Tuesday, February 12, 2008

Sequel to We the People

The other day I read in the paper’s Opinion Page a letter referring to the accountability or “unaccountability” (italics mine) of our government. In it the writer asked, “When are we, the people, going to make our government accountable?” The question not only begs to be answered, it invites a closer scrutiny.
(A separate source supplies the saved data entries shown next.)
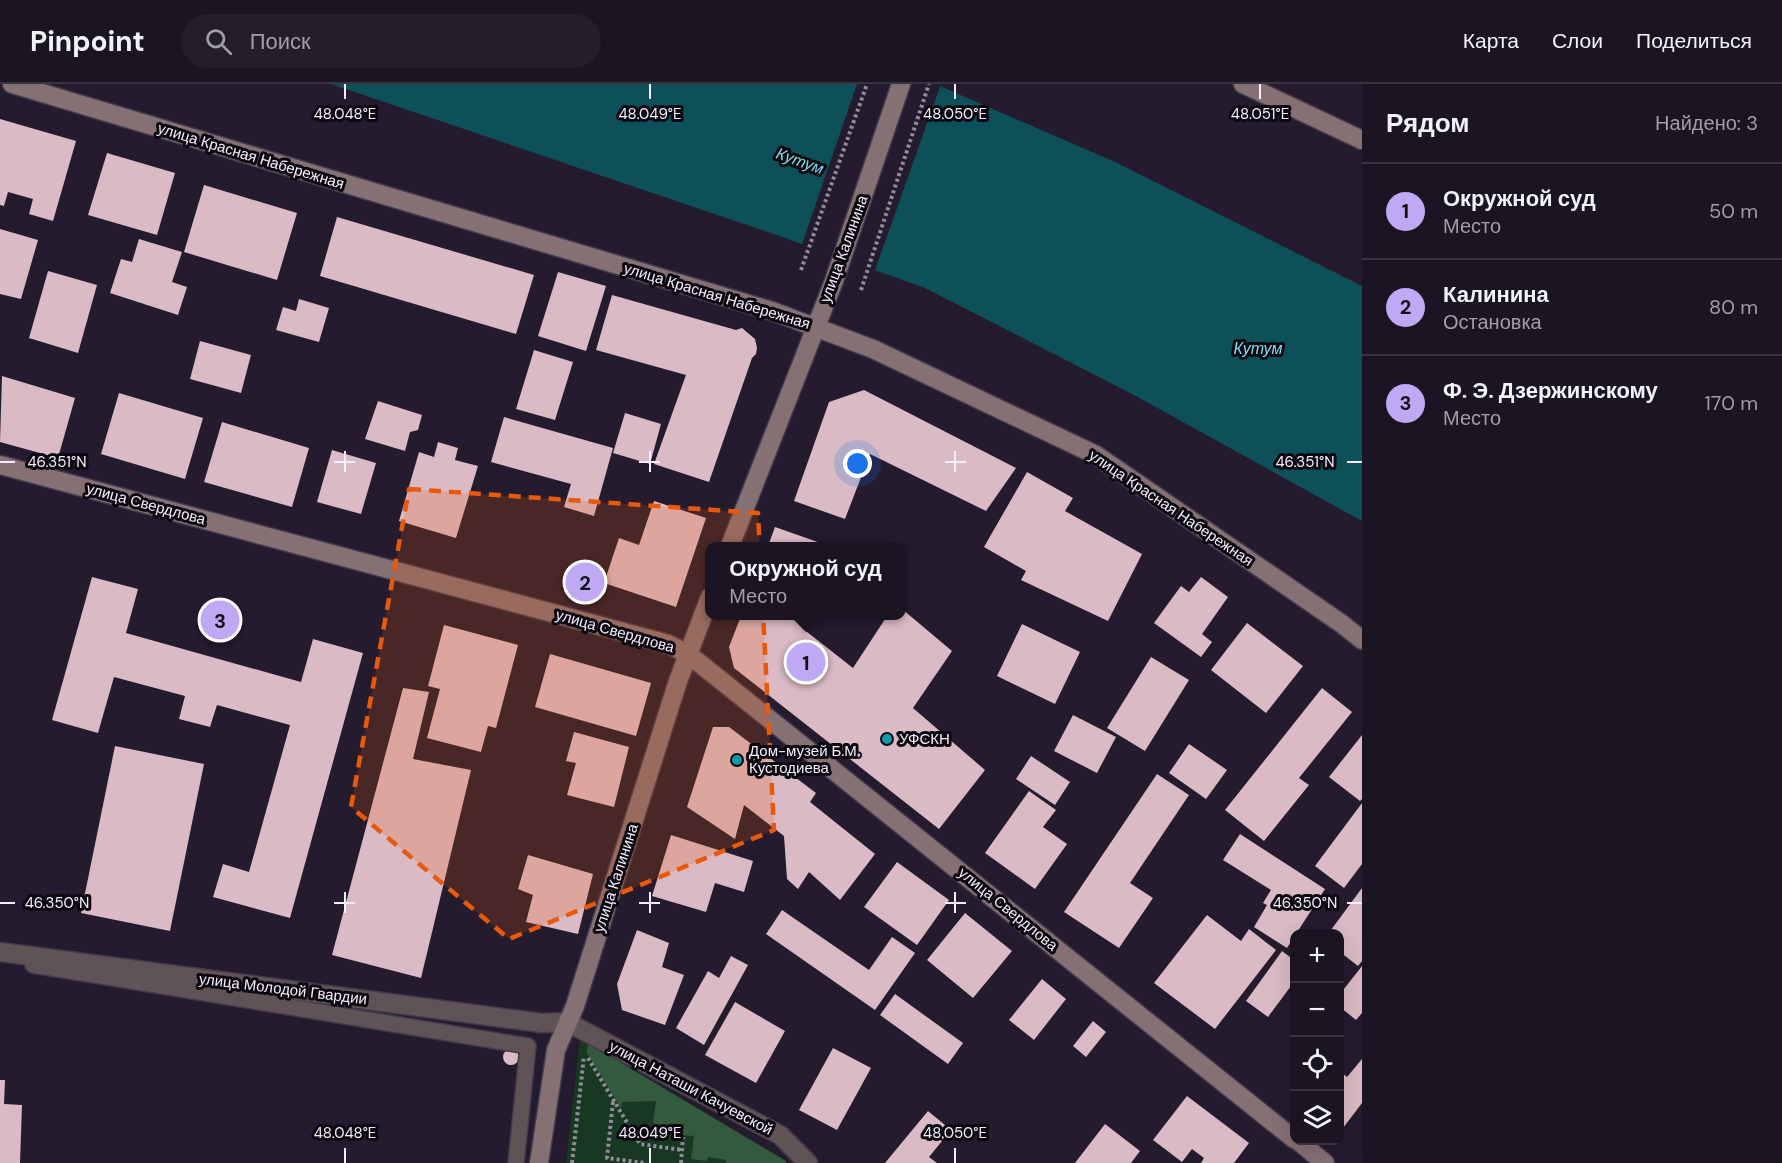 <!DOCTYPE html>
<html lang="ru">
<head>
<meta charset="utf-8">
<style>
  body { margin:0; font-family:"DM Sans",sans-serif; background:#241d2b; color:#f1f3f6 }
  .controls { position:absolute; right:18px; bottom:18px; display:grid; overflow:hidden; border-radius:12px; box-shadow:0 6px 24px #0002 }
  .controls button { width:54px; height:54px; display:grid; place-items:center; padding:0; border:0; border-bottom:2px solid #393341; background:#1b1423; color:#f1f3f6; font:30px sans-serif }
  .you { position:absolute; left:858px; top:380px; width:21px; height:21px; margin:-15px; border:4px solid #fff; border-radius:50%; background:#1a73e8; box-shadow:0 0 0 9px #1a73e833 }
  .badge { display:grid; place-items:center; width:39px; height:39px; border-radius:50%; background:#bfa9f4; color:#111; font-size:20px; font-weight:700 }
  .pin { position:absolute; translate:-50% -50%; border:3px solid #fff; box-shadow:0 2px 6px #0006 }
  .popup { position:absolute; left:705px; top:458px; width:201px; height:78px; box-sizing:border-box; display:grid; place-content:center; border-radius:12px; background:#1b1423; filter:drop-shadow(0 2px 4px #0005); font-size:20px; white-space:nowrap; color:#a09ea6 }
  .popup b { font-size:22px; color:#f1f3f6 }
  .popup::after { content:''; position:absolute; left:50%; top:100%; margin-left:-12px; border:12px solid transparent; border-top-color:#1b1423 }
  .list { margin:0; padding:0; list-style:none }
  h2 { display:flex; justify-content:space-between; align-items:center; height:78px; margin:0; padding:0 24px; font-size:26px }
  h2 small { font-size:20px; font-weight:400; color:#a09ea6 }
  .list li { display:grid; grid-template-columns:39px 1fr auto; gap:18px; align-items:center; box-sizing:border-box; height:96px; padding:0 24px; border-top:2px solid #393341 }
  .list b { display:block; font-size:22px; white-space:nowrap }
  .list p { margin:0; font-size:20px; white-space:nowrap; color:#a09ea6 }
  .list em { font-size:20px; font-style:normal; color:#a09ea6 }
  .icon { flex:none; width:33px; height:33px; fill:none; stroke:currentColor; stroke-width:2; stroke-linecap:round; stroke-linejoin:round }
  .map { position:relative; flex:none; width:1362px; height:1079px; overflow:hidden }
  header { display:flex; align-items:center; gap:36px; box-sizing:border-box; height:84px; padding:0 30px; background:#1b1423; border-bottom:2px solid #393341 }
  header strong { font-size:28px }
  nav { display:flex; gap:33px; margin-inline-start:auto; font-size:21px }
  .search { width:420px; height:54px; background:#241d2b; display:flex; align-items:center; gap:15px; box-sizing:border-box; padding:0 21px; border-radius:33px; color:#a09ea6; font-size:22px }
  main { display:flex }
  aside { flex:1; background:#1b1423 }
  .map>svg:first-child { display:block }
  .green { fill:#183821 }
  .forest { fill:#345a3d }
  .water { fill:#0e505a }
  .pier { fill:#241b2f }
  .building { fill:#dabac4 }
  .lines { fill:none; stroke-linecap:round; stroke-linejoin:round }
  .lane-casing { stroke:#41394c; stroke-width:18 }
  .street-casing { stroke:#41394c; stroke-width:21 }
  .secondary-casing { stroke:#41394c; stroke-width:21 }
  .path { stroke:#928b9c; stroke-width:4; stroke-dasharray:3 3; stroke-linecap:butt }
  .lane { stroke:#605356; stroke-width:15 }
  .street { stroke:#605356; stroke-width:18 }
  .secondary { stroke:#857074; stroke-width:18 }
  .marked { fill:#e8590c; fill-opacity:0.2; stroke:#e8590c; stroke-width:4.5; stroke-dasharray:12 8; stroke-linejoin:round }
  .ticks { fill:none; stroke:#f4eefc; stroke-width:2 }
  .culture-dot { fill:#0f9aa8; stroke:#0b0810; stroke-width:2 }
  .labels { text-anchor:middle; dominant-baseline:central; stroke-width:6; stroke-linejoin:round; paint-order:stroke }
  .street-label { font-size:15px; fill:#f4eefc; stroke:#0b0810 }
  .poi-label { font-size:15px; fill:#f4eefc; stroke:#0b0810; text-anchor:start }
  .water-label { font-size:16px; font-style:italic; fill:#7fdff0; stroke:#0b0810 }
  .ticks-label { font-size:15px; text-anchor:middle; fill:#f4eefc; stroke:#0b0810; stroke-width:6; stroke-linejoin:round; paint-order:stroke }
</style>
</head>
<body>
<header>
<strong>Pinpoint</strong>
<div class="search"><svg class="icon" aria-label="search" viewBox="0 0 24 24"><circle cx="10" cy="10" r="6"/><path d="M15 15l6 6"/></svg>Поиск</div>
<nav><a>Карта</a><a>Слои</a><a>Поделиться</a></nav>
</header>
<main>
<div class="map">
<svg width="1362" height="1079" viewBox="0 0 1362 1079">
  <rect width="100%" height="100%" fill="#241b2f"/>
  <path class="green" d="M 580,955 L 786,1077 L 786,1079 L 566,1079 Z"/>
  <path class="forest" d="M 588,959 L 786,1077 L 786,1079 L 726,1079 L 726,1076 L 708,1073 L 707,1077 L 691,1075 L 694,1052 L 652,1049 L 656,1017 L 622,1018 L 621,1024 L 587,969 Z"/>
  <path class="water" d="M 331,0 L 935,0 L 1115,78 L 1362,202 L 1362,437 L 1134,311 L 925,204 L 771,149 Z"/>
  <path class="pier" d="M 857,0 L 941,0 L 874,189 L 801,163 Z"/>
  <path class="building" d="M 0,35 L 76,57 L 53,137 L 29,130 L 33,115 L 8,108 L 4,122 L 0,121 Z
    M 107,69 L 175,89 L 157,151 L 88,131 Z
    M 204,101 L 297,129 L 277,196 L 184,168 Z
    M 337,133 L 534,191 L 516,250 L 320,192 Z
    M 0,145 L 38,156 L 21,215 L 0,210 Z
    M 139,155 L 182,168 L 172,198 L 187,203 L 178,231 L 110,209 L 121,175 L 132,178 Z
    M 48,187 L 97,201 L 78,269 L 29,254 Z
    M 558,188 L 606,202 L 586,267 L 538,252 Z
    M 612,211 L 736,246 L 742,244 L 755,255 L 757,264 L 756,270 L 752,274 L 709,398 L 654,380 L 686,291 L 596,266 Z
    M 299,215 L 329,224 L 319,258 L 276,246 L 283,223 L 296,227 Z
    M 200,257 L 251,271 L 241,309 L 190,295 Z
    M 534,266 L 573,278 L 555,336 L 516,325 Z
    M 2,292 L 75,314 L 58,374 L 0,358 Z
    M 864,306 L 1016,384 L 986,427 L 870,370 L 845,435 L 794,417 L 829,318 Z
    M 119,309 L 203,334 L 185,395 L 101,370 Z
    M 378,317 L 422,331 L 418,346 L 410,348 L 405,367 L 365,355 Z
    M 625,329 L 661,340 L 650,380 L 613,369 Z
    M 504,333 L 613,364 L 594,432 L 564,423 L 571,400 L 491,378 Z
    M 222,338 L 309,364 L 292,423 L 204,398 Z
    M 438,358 L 458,364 L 455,376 L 478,382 L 456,454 L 399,437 L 419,368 L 434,373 Z
    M 332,366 L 376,379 L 361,430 L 317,418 Z
    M 1027,388 L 1073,414 L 1065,427 L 1142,470 L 1108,537 L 1021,496 L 1026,487 L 984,463 Z
    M 654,417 L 706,434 L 676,523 L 604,499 L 619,454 L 639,461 Z
    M 775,443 L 829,462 L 768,462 Z
    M 92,493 L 138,505 L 126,549 L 301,598 L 313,555 L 363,569 L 290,834 L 213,813 L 223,780 L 249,788 L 290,641 L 217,621 L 210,643 L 179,635 L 185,612 L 114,593 L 98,649 L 52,636 Z
    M 1201,493 L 1228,513 L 1202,550 L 1212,558 L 1201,573 L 1154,539 L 1181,502 L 1189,508 Z
    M 902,525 L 952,567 L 913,624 L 985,686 L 939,745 L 734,584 L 729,563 L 741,532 L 806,532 L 802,544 L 853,584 L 887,532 L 902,532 Z
    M 1247,539 L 1303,582 L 1266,629 L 1211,586 Z
    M 1022,540 L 1080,568 L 1055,620 L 997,592 Z
    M 444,541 L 518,561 L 496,644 L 488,642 L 481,668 L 427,654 L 440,605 L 428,602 Z
    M 550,570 L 651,599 L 636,652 L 535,623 Z
    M 1151,573 L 1189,596 L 1145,667 L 1107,644 Z
    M 403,604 L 429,608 L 413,675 L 471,686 L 421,894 L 332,871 Z
    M 1322,604 L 1352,628 L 1299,694 L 1309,701 L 1264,757 L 1225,726 Z
    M 1073,631 L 1116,653 L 1097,689 L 1054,667 Z
    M 713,643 L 729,643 L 816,709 L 810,718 L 875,770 L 840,816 L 809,788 L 798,805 L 787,795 L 784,752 L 744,721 L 735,755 L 687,723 Z
    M 574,648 L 629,663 L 614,723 L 567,711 L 576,679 L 566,677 Z
    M 1362,651 L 1362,715 L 1360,717 L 1329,693 Z
    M 1189,660 L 1227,686 L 1206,715 L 1169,689 Z
    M 115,662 L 204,680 L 170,847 L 81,829 Z
    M 1031,672 L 1070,698 L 1055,721 L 1016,695 Z
    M 1157,690 L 1189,711 L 1130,799 L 1153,814 L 1119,864 L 1064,828 Z
    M 1029,707 L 1056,726 L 1043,743 L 1067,760 L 1035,805 L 985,769 Z
    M 1362,719 L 1362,780 L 1344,804 L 1315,782 Z
    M 1240,750 L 1325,805 L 1287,864 L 1254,843 L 1267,821 L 1263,819 L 1271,806 L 1223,776 Z
    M 671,751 L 753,777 L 744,808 L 715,799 L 706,828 L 652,812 Z
    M 528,771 L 593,790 L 578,850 L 526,838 L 533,811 L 518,805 Z
    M 897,778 L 949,816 L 917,861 L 864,823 Z
    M 1362,804 L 1362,877 L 1358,882 L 1340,868 L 1340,850 L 1328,850 Z
    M 782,826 L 869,886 L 892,853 L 915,869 L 875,926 L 766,850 Z
    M 965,829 L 1012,867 L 973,914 L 927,876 Z
    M 1207,831 L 1241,857 L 1249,845 L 1276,866 L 1215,945 L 1154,899 Z
    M 637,846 L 669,859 L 662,883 L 684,891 L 665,941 L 622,926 L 617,900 Z
    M 1282,867 L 1294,876 L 1294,898 L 1268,933 L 1246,917 Z
    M 731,872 L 748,881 L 704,961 L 676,944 L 708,887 L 719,894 Z
    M 1362,882 L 1362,929 L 1356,936 L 1340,923 L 1340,910 Z
    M 1042,895 L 1066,915 L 1034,956 L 1009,936 Z
    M 895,910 L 963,959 L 948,980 L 880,931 Z
    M 735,918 L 785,947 L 756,999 L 705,971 Z
    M 1093,937 L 1106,948 L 1086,973 L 1073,962 Z
    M 833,964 L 871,984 L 837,1046 L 799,1026 Z
    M503 973a8 8 0 1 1 16 0a8 8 0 1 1-16 0Z
    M 1362,975 L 1362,1019 L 1340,1048 L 1340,987 L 1347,993 Z
    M 0,996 L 5,996 L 4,1020 L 22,1021 L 20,1079 L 0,1079 Z
    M 1187,1012 L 1249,1059 L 1234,1079 L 1201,1079 L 1204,1074 L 1192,1065 L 1182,1078 L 1153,1056 Z
    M 928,1027 L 951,1046 L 929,1073 L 937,1079 L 885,1079 Z
    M 1105,1040 L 1140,1067 L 1131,1079 L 1075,1079 Z"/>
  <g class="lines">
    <g class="lane-casing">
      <path id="lane" d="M 33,881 L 528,962 L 516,1079"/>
    </g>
    <g class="street-casing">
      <path id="street" d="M 0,868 L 542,939 L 567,938 L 780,1051 L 808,1079"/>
    </g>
    <g class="secondary-casing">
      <path id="secondary" d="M 12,0 L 772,227 L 873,265 L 1096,371 L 1342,540 L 1362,556
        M 1243,0 L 1362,56
        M 0,381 L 668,560 L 688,570 L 1294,1055
        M 730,462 L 834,197 L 901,0
        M 1297,1056 L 1325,1079
        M 539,1079 L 556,966 L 575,922 L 678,597 L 710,513"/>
    </g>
    <path class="path" d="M 801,186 L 867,0
      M 861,206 L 929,0
      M 588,974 L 640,1060 L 682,1066
      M 613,1018 L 607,1074 L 645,1079
      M 572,1079 L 584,972
      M 681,1079 L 683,1053"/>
    <use href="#lane" class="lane"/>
    <use href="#street" class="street"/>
    <use href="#secondary" class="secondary"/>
  </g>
  <path class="marked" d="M 409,405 L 758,429 L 774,746 L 509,855 L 351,723 Z"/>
  <path class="ticks" d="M 345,0 L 345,15M 650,0 L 650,15M 955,0 L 955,15M 1260,0 L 1260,15M 345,367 L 345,388M 650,367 L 650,388M 955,367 L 955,388M 0,378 L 15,378M 334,378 L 355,378M 639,378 L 660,378M 945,378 L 966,378M 1347,378 L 1362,378M 345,808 L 345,829M 650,808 L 650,829M 955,808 L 955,829M 0,819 L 15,819M 334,819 L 355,819M 639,819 L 660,819M 945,819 L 966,819M 1347,819 L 1362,819M 345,1064 L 345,1079M 650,1064 L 650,1079M 955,1064 L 955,1079"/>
  <g class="culture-dot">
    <circle cx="887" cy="655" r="6"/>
    <circle cx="737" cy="676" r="6"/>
  </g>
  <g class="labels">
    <g class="street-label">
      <text transform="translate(251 72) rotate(17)">улица Красная Набережная</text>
      <text transform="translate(844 165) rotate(-70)">улица Калинина</text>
      <text transform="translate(717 212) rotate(17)">улица Красная Набережная</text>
      <text transform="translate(146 420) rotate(15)">улица Свердлова</text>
      <text transform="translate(1171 424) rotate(34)">улица Красная Набережная</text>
      <text transform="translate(615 547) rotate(16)">улица Свердлова</text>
      <text transform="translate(616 794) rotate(-72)">улица Калинина</text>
      <text transform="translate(1008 825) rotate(39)">улица Свердлова</text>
      <text transform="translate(283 905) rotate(7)">улица Молодой Гвардии</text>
      <text transform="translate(691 1004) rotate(28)">улица Наташи Качуевской</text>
    </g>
    <g class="poi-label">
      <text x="899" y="655">УФСКН</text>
      <text x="749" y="667">Дом-музей Б.М.<tspan x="749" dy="17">Кустодиева</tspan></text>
    </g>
    <g class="water-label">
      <text transform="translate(800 77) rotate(20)">Кутум</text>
      <text x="1258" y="264">Кутум</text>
    </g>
  </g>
  <g class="ticks-label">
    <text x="345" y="35">48.048°E</text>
    <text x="650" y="35">48.049°E</text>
    <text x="955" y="35">48.050°E</text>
    <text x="1260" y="35">48.051°E</text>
    <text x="57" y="383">46.351°N</text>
    <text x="1305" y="383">46.351°N</text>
    <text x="57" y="824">46.350°N</text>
    <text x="1305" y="824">46.350°N</text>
    <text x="345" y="1054">48.048°E</text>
    <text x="650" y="1054">48.049°E</text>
    <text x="955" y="1054">48.050°E</text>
  </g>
</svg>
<div class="controls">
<button>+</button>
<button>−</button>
<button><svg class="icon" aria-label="locate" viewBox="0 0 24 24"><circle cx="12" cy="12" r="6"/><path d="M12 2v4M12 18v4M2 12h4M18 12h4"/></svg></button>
<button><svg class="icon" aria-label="layers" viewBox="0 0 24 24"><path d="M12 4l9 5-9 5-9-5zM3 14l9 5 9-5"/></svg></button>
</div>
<div class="you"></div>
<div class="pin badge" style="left:806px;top:578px">1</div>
<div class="popup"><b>Окружной суд</b>Место</div>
<div class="pin badge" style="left:585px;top:498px">2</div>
<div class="pin badge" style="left:220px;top:536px">3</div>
</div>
<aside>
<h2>Рядом<small>Найдено: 3</small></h2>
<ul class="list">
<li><span class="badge">1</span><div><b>Окружной суд</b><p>Место</p></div><em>50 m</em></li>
<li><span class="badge">2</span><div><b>Калинина</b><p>Остановка</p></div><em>80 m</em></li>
<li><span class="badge">3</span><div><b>Ф. Э. Дзержинскому</b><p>Место</p></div><em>170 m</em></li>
</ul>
</aside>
</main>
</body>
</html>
The writer puts her question quite rightly. She didn’t ask “When will the government be accountable?” Instead, she ask, “When will we, the people, make our government accountable. The emphasis is on “we the people.” It clearly shows that the burden is entirely on us. The truth is that we, as a people, are complainers. We are passive users and many times vocal abusers of a system that was given us by our inspired forefathers who saw in us, the people, a nation and not an economy, which regrettably is what lately we are being programmed to be. But in all fairness, even today there are innumerable examples of the government being accountable. Unfortunately the accountability appears to favor mainly the privileged among us, namely, those special interests groups who through their lobbies make their voices heard. We, the “mainstream” people, have few lobbies other than our representatives in Congress, who unfortunately, like Judas in another time, often succumb to the temptation of a few pieces of silver, and a handful of advocacy groups whose non-profit status many times ignores overly generous salaries and other pecuniary benefits for their executives. So how can “we the people” make our government accountable? Not by imitating the powerful corporate or political lobbies with their bribes and corruption, but by a more direct action at the grassroots level. By boycotting politicians whose track records are shady, instead of falling again and again for their empty promises and constant personality “reinventions;” by boycotting products and services whose prices are visibly not based on honest costs and returns but on “what the market can bear,” that fabulous market economy formula that legitimizes, indeed decriminalizes in some cases, the once reprehensible, if not illegal, price gouging; by doing “en masse” what that letter writer did – flood our newspapers’ opinion pages with our observations and yes, legitimate complaints; by shouting from our allegoric rooftops: “We wont take this anymore. We want our country back!”